Assim também a ação vigorosa e fecunda dos paulistanos se destaca pela sua universalidade. Nem a distância dos lugares, nem a dificuldade das comunicações foram diques capazes de conter a ação da gente bandeirante, que se tem derramado em influxos benéficos sobre o Brasil inteiro. E desde as bandeiras até à reconstitucionalização do País, todos os episódios de nossa história têm sido um transbordamento do coração e da energia de São Paulo, para além de nossas fronteiras em benefício de nosso grande Brasil. […]

São Paulo não é grande por ser rica.
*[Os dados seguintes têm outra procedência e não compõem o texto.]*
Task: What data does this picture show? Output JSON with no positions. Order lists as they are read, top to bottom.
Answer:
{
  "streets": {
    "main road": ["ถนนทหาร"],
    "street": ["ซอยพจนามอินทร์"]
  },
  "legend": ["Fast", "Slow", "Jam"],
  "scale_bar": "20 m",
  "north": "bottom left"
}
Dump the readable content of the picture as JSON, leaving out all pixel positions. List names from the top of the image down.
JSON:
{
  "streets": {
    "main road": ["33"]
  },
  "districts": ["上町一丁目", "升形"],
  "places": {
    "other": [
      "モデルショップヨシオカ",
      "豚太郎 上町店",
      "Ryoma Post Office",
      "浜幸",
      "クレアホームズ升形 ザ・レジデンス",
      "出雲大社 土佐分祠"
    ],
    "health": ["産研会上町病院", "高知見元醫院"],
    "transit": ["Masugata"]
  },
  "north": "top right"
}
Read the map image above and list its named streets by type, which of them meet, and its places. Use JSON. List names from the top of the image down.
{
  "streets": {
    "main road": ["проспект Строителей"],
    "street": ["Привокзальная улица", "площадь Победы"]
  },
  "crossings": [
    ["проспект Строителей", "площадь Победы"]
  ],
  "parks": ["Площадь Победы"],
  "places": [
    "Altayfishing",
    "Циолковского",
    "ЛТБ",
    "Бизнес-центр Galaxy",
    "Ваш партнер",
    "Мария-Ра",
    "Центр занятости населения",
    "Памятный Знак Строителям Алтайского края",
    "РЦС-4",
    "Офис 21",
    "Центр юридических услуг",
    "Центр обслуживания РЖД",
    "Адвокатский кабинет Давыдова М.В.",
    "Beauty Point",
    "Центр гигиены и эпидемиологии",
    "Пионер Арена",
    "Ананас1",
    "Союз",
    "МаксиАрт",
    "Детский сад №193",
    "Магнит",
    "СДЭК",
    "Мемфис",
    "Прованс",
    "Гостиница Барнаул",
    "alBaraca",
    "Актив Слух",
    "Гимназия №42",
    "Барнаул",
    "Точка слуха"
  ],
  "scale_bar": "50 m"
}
Mas São Paulo é rica, porque o paulista é grande. Nossa riqueza foi arrancada ao solo virgem de nossa terra depois de uma luta titânica contra a natureza bravia. Nossa capital não se construiu em fértil e luminosa planície, embelezada por todas as graças da natureza. Foi edificada em terreno montanhoso e sob um céu cheio de brumas, em que tudo no ambiente nos lembra, constantemente, a vocação do paulista; porque as brumas nos dizem lutar e o solo acidentado nos brada subir.

Se nosso Estado é próspero e nossa capital é bela, não o devemos nós, portanto, senão à mercê de Deus e à fibra de nossa gente. Porque foram sempre a mercê de Deus e o valor de nossa fibra a maior riqueza com que contamos”.